Financial Watch

SAA a symptom of much bigger problem

SAA.jpg

The deep trouble in which South Africa’s national air carrier, costing the country’s taxpayers billions, finds itself in is a symptom of a much wider problem.

It became known over the weekend that one day before South African Airways (SAA) would have gone into default on a R1,8 billion foreign loan, the National Treasury bailed it out to the tune of R3bn.

That the airline is in much deeper trouble than just the loan to Citibank becomes clear from reports that, once the loan is redeemed, there will only remain enough money to keep it going for one month – SAA running at a loss of R12,3 m per day, or R370 per month, and owes its suppliers R75 m.

However, to describe SAA, as some commentators do, as simply an apartheid legacy or relic, now only kept going as a political ‘vanity project’, is a total over-simplification of reality.

SAA’s existence dates to early 1934, when the then South African Government bought privately owned company, Union Airways, possessing five small planes and leasing another two. It on acquisition it became named South African Airways. At that stage, the company employed 40 staff members, and was placed under the control of the South African Railways and Harbours Administration.

What is important to note, is that South Africa was following an international trend at the time of the establishment of national aviation companies because of growth in the size, and with it the cost, of aircraft. Carrying passengers was almost a secondary market for the aviation industry, with air-mail being the main focus.

In 1935 SAA also acquired South West (Namibia) Airways, providing an air-mail service between Windhoek an Kimberley.

Towards the end of 1934, SAA also added to its passenger capacity with three new aircraft that could, besides crew, carry 14 passengers.

Since that time the aviation industry has gone through dramatic developments in terms of both the capacity of planes, boom times in travel and, added freight capacity and demand.

More importantly, the private sector made a return to the industry and so-called national carries found it increasingly difficult to compete during the second half of the 20th century. To add to SAA woes, under apartheid it was refused landing rights all over Africa, forcing it to use longer, and less economical viable routes to connect to the northern hemisphere.

While in much of the rest of the world, where purely national airlines were phasing out, South Africa was stuck with SAA. Post-1994, the country remained so caught-up in its political transition that, like on so many other areas besides aviation, it could not stand-up to increasing international competition. In the case of airlines, especially from the Middle East.

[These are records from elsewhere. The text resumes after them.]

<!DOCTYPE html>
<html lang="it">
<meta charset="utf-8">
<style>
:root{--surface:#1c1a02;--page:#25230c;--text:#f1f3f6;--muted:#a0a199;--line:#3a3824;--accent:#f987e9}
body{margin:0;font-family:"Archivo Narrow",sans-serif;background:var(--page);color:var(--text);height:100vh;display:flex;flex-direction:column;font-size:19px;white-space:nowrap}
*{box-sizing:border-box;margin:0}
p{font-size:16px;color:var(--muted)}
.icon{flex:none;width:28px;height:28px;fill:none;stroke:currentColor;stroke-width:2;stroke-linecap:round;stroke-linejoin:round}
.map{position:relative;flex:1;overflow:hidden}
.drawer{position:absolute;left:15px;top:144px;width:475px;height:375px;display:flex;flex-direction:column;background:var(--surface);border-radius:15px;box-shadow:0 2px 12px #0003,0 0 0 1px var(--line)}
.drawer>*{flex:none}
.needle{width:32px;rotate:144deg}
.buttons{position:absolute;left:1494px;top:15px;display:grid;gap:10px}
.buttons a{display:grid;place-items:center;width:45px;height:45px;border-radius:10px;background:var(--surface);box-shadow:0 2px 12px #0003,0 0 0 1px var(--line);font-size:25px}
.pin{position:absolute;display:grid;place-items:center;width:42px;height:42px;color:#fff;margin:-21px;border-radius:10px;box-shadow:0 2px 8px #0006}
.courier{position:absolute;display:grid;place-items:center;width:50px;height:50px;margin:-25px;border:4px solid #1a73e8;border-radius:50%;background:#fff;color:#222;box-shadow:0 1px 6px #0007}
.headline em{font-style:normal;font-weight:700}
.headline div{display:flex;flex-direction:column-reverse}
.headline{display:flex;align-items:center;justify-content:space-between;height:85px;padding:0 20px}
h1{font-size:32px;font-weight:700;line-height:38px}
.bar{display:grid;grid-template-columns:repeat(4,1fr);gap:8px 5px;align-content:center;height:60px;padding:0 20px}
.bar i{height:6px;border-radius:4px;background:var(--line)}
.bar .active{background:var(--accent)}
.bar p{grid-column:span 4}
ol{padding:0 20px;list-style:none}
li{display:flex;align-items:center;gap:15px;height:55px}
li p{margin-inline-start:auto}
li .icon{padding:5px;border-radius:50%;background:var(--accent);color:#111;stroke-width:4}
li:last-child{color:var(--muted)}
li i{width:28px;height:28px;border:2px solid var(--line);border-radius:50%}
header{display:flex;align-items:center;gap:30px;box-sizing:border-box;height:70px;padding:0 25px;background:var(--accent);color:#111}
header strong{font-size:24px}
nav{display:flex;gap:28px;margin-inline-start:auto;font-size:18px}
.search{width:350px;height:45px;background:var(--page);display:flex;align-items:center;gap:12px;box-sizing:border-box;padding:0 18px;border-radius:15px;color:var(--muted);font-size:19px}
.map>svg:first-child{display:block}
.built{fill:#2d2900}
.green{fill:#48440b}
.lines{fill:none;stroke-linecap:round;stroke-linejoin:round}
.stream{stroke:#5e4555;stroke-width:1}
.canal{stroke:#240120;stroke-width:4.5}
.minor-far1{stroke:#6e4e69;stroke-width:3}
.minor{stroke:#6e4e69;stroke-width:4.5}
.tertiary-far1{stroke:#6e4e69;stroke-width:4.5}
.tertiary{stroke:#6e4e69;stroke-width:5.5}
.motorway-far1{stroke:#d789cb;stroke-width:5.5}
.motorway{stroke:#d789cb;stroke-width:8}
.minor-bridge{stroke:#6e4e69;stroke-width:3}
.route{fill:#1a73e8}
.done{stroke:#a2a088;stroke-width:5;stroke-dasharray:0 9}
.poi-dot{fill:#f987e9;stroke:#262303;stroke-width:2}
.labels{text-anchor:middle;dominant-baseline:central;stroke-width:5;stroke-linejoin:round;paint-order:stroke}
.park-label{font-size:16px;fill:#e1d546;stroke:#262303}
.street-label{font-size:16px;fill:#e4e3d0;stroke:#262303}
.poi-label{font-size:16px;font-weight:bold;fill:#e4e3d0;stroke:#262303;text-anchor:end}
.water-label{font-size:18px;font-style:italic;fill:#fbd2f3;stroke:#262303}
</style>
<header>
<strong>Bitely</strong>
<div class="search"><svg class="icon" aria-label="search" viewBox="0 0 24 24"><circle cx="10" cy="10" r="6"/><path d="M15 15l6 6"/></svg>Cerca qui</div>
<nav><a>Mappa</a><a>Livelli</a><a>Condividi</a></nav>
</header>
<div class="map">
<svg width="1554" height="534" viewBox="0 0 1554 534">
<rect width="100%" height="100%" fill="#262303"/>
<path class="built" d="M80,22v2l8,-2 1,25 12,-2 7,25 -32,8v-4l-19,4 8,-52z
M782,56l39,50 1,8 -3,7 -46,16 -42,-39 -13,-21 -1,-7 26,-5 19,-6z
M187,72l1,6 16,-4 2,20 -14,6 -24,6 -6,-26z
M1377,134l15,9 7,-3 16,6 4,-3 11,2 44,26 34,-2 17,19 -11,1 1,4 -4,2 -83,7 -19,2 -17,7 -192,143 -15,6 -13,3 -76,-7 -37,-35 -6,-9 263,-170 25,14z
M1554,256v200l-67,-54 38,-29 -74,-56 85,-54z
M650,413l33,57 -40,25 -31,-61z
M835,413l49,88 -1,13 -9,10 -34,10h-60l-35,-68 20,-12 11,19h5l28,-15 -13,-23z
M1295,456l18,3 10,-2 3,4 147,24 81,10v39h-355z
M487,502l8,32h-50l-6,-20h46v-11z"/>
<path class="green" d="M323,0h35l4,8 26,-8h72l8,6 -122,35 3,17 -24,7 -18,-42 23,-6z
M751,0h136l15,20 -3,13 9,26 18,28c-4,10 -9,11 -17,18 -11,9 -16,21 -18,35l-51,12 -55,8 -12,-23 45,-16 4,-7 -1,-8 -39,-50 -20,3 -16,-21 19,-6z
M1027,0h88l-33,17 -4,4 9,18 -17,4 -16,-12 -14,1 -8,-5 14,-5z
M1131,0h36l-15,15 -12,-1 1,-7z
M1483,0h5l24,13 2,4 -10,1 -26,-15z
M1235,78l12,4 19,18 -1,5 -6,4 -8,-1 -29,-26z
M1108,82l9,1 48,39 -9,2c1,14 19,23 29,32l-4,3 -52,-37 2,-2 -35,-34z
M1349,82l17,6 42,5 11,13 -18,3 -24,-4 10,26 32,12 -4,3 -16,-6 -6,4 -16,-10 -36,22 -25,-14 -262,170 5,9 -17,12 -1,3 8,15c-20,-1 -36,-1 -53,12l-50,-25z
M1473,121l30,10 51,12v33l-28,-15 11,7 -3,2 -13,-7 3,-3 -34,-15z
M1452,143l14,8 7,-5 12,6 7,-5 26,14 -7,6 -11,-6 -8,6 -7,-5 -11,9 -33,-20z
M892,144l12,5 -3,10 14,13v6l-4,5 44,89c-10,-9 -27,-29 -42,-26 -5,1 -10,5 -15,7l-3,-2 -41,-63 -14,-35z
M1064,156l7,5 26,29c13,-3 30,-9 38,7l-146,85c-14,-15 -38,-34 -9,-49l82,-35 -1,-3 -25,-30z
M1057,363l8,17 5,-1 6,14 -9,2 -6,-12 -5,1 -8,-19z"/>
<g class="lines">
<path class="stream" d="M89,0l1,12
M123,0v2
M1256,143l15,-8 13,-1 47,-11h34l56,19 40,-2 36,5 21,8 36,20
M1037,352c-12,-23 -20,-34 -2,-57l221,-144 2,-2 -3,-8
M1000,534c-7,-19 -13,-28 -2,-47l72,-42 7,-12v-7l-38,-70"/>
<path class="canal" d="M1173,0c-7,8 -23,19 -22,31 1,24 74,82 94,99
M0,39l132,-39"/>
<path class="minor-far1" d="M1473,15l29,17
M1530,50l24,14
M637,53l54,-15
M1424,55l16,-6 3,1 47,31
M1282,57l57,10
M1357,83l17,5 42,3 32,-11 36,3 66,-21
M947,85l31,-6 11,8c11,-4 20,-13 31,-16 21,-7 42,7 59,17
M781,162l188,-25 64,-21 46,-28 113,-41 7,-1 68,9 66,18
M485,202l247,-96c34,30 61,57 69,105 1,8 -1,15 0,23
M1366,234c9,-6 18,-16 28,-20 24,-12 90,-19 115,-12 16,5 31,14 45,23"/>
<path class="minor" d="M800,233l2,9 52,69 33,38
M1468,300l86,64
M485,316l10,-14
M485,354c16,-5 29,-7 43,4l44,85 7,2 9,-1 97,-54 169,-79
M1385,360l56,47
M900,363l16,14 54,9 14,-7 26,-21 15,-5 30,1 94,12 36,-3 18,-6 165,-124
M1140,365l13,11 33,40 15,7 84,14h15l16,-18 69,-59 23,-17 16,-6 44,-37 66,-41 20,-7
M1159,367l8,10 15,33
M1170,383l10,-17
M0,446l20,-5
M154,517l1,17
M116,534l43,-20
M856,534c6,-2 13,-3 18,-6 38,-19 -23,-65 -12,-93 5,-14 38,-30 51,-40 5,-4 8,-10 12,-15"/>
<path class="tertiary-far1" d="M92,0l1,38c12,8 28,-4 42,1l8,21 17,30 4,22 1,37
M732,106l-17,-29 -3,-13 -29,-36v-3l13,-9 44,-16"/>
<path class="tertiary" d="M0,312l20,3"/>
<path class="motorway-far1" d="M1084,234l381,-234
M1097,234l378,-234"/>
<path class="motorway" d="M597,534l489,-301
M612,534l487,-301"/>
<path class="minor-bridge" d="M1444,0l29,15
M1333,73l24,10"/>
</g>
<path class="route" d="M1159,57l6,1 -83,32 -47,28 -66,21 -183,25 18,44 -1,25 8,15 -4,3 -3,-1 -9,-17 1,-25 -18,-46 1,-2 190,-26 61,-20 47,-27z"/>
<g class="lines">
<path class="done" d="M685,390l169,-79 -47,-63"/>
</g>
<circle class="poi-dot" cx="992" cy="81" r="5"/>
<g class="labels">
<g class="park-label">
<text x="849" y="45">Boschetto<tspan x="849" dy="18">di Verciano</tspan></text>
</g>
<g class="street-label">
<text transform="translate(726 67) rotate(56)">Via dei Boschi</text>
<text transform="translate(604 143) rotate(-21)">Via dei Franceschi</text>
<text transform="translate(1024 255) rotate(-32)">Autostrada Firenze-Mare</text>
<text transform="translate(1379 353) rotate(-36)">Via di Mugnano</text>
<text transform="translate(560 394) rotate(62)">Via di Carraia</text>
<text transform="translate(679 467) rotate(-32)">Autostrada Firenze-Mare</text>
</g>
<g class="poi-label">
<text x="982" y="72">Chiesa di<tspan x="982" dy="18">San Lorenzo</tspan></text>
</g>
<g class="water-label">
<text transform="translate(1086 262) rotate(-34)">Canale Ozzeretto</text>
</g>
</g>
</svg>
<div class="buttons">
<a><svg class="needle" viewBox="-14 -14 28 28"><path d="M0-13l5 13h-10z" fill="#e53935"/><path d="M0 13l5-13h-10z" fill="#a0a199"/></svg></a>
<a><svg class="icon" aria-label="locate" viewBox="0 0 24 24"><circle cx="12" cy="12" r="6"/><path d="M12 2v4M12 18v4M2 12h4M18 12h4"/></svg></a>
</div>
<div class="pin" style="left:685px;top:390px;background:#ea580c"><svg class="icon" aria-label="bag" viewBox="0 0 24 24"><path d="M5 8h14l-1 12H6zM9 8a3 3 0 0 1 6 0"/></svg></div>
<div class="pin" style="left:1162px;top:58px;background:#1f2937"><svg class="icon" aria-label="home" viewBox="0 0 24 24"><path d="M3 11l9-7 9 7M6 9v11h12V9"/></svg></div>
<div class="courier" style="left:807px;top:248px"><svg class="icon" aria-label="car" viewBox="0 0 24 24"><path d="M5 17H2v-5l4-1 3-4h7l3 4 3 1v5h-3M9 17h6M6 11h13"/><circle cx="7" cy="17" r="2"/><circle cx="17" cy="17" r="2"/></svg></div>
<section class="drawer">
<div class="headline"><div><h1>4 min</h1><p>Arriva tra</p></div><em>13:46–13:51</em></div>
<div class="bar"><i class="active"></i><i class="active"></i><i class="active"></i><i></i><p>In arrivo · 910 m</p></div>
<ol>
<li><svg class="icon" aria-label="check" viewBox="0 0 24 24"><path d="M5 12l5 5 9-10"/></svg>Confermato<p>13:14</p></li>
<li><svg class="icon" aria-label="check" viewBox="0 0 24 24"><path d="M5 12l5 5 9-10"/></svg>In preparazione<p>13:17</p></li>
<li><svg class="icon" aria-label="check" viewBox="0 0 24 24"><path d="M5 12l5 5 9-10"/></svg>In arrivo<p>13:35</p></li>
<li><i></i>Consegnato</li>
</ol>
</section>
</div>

For the sake of the South African taxpayer, the time has probably come to either privatise, or windup SAA. And, the lessons learned from the SAA-experience should be made applicable to other so-called state-owned enterprises (SOEs). Government’ business is not enterprises, but to govern and regulate to ensure the safety of citizens, and to protect them against exploitation.

Wider danger

As the crisis with SAA’s Citibank loan was building, reports and rumours were mounting of pressure on the Public Investment Corporation (PIC) to come to its rescue, using public servants’ pension investments. That danger has been averted, with funds from allocations from the national budget earmarked for government departments tasked with delivering services to citizens.

It also plays into a narrative that holds that the National Treasury has been ‘captured’ by the Minister of Finance, Malusi Gigaba, through allegedly running a parallel administration in his office via officials appointed by himself outside normal structures and procedures.

Even more concerning, against the background of mounting evidence of state capture, is the is the fact that Treasury’s core function of controlling the budget process is being moved to the president’s office, where state capture is believed to be the most concentrated and radiating from there throughout state administration, and SOEs’ management.

Considering the state of for instance power utility Eskom, and the state capture linked scandals surrounding some huge contracts in recent times, South Africans have reason to fear this development.

Some indications of how the wind is blowing might come in Minister Gigaba’s medium term budget policy statement (if one can still call it “his’” and not the presidency’s) later this month.

Also expect the international credit ratings agencies to put this statement under a magnifying glass.